* [Exercise]:
Find the string "border" in the data, then copy every line where it is found.

(Stored data entries)
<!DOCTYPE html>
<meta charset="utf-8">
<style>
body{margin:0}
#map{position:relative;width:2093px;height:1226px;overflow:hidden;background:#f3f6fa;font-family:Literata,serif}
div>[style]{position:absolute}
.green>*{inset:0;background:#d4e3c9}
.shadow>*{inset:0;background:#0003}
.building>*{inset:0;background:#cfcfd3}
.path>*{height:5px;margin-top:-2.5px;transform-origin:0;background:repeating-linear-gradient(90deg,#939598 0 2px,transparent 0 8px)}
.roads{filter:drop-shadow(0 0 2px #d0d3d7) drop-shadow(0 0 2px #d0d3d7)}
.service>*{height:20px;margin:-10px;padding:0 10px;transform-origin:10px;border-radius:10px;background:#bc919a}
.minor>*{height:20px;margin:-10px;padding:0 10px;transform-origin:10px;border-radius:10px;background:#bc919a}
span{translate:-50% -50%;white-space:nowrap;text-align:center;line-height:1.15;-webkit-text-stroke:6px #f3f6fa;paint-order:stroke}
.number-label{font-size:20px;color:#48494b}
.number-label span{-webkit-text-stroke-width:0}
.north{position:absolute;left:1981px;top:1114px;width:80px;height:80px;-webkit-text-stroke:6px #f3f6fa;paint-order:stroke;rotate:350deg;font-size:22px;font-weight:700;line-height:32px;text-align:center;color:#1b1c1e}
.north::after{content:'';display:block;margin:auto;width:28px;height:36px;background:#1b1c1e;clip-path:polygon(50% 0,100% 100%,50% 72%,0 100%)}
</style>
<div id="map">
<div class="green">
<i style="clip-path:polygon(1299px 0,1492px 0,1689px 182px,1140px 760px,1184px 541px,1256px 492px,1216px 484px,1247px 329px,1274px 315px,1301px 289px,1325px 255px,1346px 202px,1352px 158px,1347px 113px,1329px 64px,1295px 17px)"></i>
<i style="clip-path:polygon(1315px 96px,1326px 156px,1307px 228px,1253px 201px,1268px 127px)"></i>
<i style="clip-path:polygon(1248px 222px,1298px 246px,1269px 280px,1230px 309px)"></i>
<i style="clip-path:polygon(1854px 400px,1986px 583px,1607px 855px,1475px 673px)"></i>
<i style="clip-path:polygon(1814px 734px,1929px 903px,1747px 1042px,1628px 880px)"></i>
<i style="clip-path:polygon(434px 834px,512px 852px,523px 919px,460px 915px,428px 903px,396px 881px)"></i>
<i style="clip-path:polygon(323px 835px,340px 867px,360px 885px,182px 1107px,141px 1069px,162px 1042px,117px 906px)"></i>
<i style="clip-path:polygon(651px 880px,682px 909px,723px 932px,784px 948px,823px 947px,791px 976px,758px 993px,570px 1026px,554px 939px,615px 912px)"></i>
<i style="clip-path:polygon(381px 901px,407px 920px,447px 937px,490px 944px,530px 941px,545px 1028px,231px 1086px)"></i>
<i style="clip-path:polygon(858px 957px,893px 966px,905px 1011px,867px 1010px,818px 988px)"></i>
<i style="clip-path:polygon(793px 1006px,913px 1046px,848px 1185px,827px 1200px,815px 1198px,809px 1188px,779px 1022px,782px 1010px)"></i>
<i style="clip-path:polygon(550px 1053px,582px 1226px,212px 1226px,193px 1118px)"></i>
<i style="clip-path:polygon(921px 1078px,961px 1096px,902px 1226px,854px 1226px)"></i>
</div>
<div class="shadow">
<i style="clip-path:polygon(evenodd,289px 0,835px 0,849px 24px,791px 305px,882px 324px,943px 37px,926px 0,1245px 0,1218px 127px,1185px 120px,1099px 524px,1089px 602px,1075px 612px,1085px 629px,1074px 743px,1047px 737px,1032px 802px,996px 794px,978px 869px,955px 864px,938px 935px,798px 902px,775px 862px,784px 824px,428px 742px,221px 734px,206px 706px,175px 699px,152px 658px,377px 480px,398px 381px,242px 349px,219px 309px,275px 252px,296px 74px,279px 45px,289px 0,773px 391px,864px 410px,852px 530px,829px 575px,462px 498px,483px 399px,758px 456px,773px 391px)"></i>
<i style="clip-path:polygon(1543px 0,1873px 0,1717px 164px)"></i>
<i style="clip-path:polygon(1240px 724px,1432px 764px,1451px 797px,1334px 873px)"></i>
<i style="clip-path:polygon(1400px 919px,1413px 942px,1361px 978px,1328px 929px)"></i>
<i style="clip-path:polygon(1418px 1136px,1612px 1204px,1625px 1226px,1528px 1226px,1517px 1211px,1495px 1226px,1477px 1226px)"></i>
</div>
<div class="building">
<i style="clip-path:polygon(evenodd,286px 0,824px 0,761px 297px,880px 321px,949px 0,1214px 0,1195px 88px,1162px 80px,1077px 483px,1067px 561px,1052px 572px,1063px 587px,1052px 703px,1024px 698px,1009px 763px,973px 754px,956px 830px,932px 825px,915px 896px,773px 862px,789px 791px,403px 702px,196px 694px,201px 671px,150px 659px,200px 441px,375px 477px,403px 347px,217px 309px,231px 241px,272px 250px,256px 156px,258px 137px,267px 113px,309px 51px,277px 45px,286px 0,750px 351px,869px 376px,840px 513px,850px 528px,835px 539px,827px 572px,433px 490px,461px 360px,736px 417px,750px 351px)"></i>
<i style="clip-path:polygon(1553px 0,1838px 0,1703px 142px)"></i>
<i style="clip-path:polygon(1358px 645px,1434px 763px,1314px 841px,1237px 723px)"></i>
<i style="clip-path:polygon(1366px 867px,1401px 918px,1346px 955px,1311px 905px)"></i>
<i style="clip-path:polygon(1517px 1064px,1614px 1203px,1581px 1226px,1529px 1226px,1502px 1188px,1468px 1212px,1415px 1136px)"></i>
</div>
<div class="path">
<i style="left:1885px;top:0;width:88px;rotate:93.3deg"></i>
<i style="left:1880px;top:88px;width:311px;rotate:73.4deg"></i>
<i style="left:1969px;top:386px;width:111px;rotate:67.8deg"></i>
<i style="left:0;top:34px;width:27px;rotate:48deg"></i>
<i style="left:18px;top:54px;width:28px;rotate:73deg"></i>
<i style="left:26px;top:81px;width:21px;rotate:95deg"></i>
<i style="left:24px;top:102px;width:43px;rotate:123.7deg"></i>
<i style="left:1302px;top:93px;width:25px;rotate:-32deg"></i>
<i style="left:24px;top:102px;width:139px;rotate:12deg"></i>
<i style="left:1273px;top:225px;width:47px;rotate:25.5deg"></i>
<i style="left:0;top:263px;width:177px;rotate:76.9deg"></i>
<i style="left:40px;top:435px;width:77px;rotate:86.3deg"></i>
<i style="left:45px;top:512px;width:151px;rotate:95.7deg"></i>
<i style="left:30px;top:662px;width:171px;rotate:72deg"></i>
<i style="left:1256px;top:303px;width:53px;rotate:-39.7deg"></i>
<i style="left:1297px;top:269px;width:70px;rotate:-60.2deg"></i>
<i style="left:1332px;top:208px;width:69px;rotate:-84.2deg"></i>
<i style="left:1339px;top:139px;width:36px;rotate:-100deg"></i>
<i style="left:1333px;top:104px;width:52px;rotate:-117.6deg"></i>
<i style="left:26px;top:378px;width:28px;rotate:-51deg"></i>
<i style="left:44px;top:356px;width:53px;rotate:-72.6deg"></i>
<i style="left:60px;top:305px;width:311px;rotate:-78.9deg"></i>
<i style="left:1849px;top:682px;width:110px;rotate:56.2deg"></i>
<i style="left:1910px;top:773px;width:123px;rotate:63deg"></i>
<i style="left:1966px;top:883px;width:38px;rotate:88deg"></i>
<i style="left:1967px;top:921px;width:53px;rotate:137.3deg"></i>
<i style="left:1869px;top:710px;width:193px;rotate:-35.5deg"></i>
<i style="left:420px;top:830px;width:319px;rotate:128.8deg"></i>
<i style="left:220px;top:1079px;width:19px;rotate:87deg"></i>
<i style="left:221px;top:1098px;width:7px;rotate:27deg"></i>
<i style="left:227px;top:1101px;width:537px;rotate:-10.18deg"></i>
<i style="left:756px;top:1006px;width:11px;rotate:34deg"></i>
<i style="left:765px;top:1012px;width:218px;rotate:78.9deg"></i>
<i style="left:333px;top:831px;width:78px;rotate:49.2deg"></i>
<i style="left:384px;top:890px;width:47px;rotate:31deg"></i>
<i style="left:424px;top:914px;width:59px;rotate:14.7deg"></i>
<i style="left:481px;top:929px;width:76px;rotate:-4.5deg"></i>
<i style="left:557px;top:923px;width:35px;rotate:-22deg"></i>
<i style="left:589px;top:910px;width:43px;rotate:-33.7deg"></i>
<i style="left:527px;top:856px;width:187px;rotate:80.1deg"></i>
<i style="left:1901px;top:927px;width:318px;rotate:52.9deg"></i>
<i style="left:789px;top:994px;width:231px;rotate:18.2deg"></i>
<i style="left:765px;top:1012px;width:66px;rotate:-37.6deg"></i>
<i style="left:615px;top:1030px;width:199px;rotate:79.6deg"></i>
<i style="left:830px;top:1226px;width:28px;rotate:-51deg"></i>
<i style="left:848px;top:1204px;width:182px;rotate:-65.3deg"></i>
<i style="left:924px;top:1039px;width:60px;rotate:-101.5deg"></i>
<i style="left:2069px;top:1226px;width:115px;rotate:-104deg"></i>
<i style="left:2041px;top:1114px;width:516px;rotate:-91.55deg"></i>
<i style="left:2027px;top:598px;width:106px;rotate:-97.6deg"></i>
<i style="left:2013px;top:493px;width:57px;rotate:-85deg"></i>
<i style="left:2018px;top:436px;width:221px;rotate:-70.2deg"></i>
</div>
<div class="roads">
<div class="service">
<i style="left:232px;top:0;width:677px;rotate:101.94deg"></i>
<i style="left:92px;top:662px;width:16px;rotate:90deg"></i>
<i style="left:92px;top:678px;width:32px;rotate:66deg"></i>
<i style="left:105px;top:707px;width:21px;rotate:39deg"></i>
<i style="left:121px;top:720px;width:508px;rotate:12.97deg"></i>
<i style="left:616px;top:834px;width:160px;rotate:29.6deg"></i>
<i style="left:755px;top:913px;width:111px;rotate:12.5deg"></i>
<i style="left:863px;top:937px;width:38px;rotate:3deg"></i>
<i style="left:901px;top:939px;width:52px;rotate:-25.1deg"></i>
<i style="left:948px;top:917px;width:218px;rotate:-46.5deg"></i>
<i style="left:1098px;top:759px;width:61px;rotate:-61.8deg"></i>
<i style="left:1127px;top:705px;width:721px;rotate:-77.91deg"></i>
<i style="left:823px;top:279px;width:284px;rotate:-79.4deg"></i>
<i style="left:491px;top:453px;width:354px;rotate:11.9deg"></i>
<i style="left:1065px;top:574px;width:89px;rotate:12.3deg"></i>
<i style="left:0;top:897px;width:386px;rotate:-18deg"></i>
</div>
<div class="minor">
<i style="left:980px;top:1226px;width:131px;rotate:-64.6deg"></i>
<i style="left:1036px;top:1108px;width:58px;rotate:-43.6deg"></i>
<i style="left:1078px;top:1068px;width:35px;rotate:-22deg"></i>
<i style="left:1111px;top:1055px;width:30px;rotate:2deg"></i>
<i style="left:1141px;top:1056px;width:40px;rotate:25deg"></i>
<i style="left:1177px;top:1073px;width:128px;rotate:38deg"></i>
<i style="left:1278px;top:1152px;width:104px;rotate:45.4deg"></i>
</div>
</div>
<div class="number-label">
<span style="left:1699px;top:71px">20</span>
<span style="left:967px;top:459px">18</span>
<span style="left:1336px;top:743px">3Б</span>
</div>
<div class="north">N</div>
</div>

* [Output below]:
.service>*{height:20px;margin:-10px;padding:0 10px;transform-origin:10px;border-radius:10px;background:#bc919a}
.minor>*{height:20px;margin:-10px;padding:0 10px;transform-origin:10px;border-radius:10px;background:#bc919a}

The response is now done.